Your instructions: When the line containing "What data does" appears in the data below, begin copying there and stop only after the line containing "Annotation task. Read".

(Saved entries)

- - - - -

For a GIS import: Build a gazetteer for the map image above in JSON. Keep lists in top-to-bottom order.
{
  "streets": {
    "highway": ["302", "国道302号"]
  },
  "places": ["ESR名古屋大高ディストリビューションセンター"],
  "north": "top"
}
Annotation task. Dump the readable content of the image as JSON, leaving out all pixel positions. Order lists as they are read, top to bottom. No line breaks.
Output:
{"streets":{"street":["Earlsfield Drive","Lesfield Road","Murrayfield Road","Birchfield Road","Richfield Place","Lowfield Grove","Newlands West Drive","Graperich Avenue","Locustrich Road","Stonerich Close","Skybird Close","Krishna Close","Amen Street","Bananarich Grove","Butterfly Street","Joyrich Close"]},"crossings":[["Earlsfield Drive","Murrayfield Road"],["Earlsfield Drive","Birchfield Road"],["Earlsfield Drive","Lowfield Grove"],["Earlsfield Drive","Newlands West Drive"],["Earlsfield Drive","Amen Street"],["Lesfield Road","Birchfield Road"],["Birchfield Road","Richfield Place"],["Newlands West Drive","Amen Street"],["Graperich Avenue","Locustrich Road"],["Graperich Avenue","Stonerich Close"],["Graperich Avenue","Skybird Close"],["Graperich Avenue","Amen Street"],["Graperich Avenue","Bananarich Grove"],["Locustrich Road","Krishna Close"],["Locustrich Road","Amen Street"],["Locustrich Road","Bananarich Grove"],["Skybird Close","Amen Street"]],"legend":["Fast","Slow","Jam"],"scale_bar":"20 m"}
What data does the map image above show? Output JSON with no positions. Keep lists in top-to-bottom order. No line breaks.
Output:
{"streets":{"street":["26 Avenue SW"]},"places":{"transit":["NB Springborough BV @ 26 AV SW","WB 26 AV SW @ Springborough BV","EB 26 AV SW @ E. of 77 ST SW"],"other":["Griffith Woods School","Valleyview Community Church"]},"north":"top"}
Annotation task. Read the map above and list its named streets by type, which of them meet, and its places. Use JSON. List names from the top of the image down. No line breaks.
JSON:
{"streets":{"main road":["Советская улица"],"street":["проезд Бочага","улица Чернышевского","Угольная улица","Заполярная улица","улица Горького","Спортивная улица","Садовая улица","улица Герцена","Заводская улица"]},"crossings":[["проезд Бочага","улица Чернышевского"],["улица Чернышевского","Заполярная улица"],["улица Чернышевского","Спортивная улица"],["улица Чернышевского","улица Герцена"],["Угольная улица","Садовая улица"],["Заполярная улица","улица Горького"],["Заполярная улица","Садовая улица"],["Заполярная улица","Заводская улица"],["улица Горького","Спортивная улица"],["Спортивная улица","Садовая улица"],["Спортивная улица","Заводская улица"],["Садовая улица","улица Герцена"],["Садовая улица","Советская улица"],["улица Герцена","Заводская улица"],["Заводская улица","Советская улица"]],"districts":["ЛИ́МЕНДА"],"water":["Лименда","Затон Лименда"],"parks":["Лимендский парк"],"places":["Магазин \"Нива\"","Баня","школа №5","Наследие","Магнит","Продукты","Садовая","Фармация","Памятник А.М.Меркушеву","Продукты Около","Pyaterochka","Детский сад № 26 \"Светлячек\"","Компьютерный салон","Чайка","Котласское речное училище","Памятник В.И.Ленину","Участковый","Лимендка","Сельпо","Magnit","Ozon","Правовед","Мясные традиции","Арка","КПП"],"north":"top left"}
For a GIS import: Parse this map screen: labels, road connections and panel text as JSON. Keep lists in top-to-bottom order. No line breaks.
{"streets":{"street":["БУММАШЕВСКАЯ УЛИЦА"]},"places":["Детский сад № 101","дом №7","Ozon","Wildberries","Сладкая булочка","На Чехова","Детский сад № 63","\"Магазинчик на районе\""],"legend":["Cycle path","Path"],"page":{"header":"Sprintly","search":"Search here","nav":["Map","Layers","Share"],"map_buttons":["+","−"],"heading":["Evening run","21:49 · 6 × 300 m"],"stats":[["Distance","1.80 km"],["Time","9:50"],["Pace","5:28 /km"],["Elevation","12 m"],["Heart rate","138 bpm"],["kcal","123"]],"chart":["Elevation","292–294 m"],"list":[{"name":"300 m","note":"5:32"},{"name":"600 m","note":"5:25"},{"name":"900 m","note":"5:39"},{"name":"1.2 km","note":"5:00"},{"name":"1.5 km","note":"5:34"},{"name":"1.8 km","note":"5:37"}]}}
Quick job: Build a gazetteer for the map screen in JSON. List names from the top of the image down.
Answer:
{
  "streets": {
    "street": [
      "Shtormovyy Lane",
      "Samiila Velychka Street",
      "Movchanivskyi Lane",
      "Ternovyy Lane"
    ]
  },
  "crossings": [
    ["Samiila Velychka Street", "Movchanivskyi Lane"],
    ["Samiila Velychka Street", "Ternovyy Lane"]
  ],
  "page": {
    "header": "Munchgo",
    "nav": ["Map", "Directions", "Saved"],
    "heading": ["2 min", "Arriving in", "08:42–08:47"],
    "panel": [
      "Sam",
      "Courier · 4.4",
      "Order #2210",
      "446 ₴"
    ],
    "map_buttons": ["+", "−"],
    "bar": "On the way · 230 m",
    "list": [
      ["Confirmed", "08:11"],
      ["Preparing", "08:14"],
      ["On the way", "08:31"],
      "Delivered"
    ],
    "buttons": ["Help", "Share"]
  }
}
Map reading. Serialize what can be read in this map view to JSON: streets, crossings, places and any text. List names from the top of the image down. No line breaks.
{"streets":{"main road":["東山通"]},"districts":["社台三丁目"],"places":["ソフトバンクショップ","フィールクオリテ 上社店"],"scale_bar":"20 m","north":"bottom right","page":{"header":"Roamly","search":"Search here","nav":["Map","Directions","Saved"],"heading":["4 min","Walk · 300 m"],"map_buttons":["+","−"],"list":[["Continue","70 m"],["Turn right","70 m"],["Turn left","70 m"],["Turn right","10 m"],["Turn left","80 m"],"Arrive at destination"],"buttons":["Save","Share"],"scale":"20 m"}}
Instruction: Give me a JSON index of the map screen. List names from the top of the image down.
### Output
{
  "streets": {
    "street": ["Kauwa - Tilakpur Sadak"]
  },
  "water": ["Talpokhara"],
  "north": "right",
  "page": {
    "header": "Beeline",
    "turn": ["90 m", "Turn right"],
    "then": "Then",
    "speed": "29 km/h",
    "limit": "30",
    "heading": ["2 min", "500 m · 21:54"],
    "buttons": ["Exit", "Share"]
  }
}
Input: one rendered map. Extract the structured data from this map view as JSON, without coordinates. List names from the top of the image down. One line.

- - - - -

Exercise answer:
What data does the map image above show? Output JSON with no positions. Keep lists in top-to-bottom order. No line breaks.
Output:
{"streets":{"street":["26 Avenue SW"]},"places":{"transit":["NB Springborough BV @ 26 AV SW","WB 26 AV SW @ Springborough BV","EB 26 AV SW @ E. of 77 ST SW"],"other":["Griffith Woods School","Valleyview Community Church"]},"north":"top"}
Annotation task. Read the map above and list its named streets by type, which of them meet, and its places. Use JSON. List names from the top of the image down. No line breaks.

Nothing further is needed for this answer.